Rangers' World Series pushes Dallas in to Top-10 of Titles over Expected
Dallas teams have won nearly two more championships than anticipated in the past three-plus decades
Rangers reliever Josh Sborz spiked his glove in celebration after a perfectly placed curveball crossed up Ketel Marte for a called strike three catalyzing a celebration across the Dallas-Fort Worth area. The final out on Wednesday night meant the Texas Rangers had defeated the Arizona Diamondbacks 5-0 to win the 2023 World Series. It was Texas’ first ever pro baseball title, and the Dallas area’s first championship since the NBA’s Mavericks hoisted the crown in 2011.
It improved the city of Dallas’s stature from 14th to ninth on my list of Titles over Expected (ToE1). Big D now has 1.78 more championships than we would expect given how many teams it has in the big four men’s North American sports leagues.

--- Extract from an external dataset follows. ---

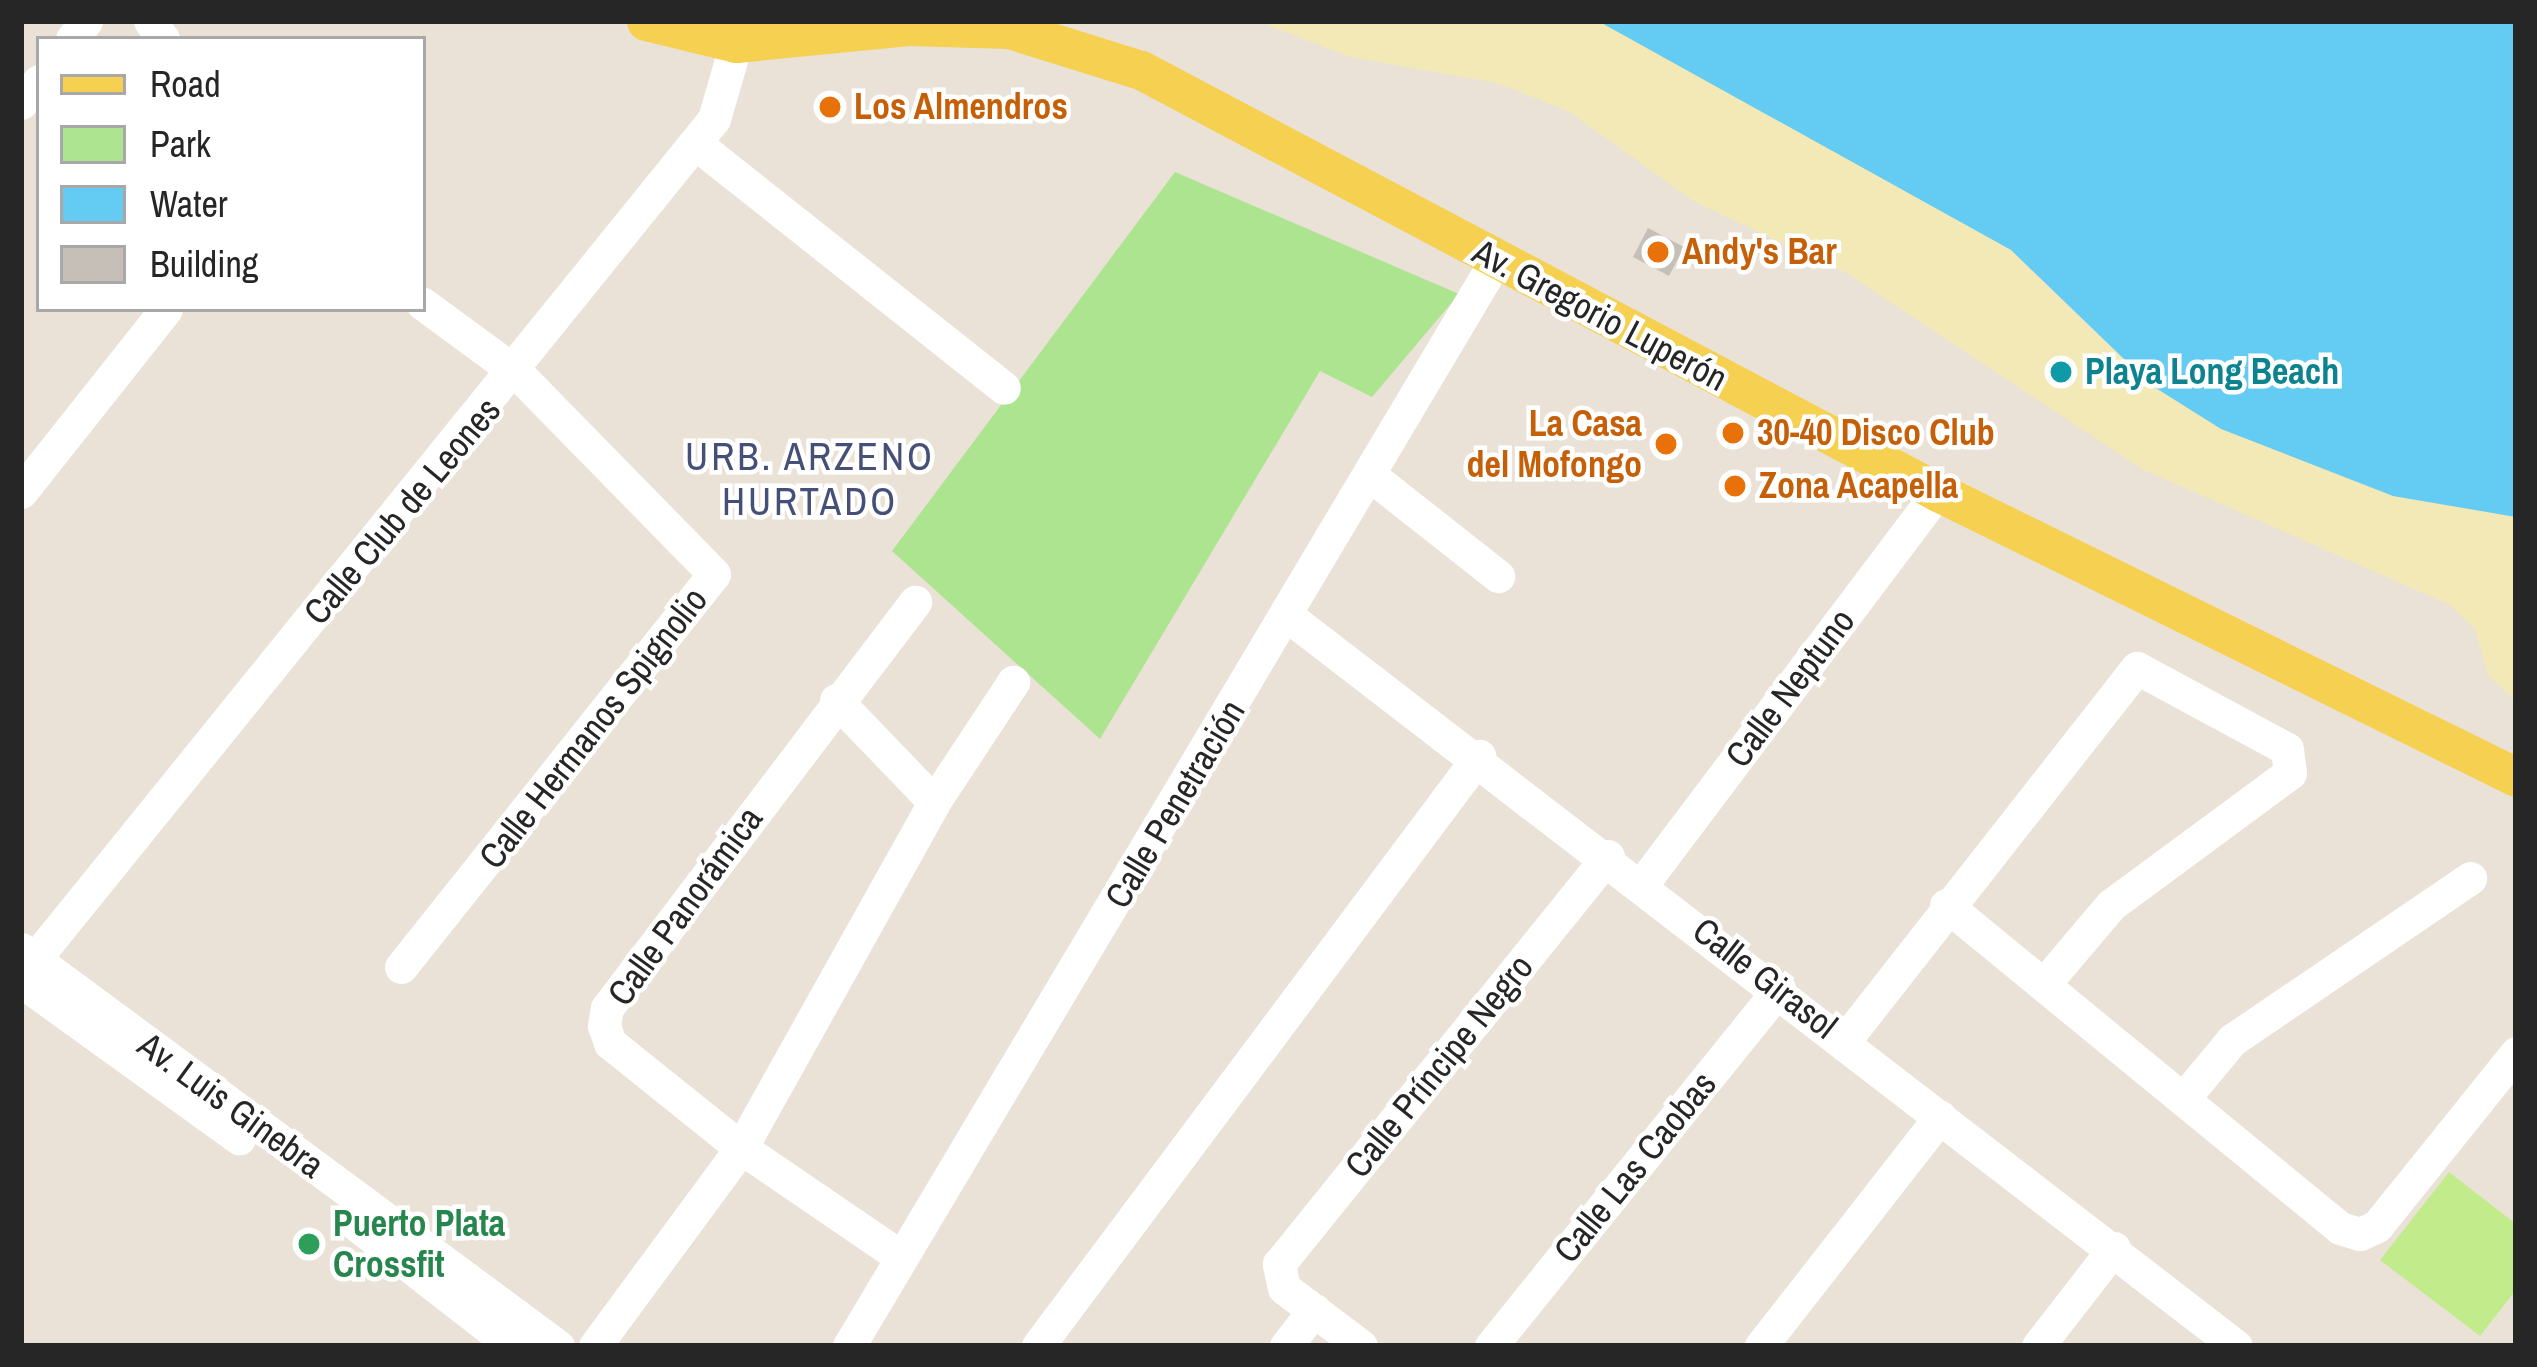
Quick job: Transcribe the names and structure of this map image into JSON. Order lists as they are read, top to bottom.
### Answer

Dallas-based teams have now won five percent of the championships available to the metro area’s teams2. Like The Athletic pointed out earlier in the week, 13 metropolitan areas in the U.S. have at least one team in all four major men's sports leagues (MLB, NBA, NFL, NHL), Dallas being one of them. The Rangers helped end one of the longer droughts among those cities.
I’m sure if you ask Dallas area fans which of their teams they’d most want to see win a championship next it would be the Cowboys, a team that despite being self-designated America’s Team, has represented mediocrity since its last Super Bowl victory in 1995.
The torch of futility has now been passed to the Minnesota Vikings who are the oldest active MLB/NBA/NFL/NHL franchise to have never won a championship. The city of Minneapolis resides at the bottom of the ToE table, as well, with the Twin’s World Series ring in 1991 being the last title the city saw.
As I documented in a previous post about the topic the methodology and assumptions I employed to arrive at this metric is as follows:
I looked at the metropolitan areas where championships were won in the four North American men's professional sports leagues -- the NFL, MLB, NBA and NHL.
I arbitrarily used 1991 as the starting point because that was the year I was born.
I'm defining teams' markets as the metropolitan areas in which their fans are typically found. For example, I'm lumping all of Wisconsin's major professional sports teams into the greater Milwaukee area because the Green Bay Packers, who play their home games two hours north at Lambeau Field, called Milwaukee home for a portion of their games through the 1990s and are effectively the entire state of Wisconsin's team. Similarly, the Golden State Warriors, who won multiple NBA titles while based in Oakland, Calif., would be considered part of the San Francisco Bay Area.
The New York Giants and New York Jets are included as New York City teams, despite the fact both teams play in New Jersey. The NHL's New Jersey Devils are the lone Jersey team in this analysis.
An important call out is we are assuming every team in a league has an equal chance of winning a championship each season, a fact we know isn't true in practice. Those chances vary across different sports as well. The NBA, for example, is much more deterministic than a sport like hockey -- hockey is inherently random given the units of success (goals) don't happen very often, unlike in basketball where 100+ points scored is the norm in an NBA game.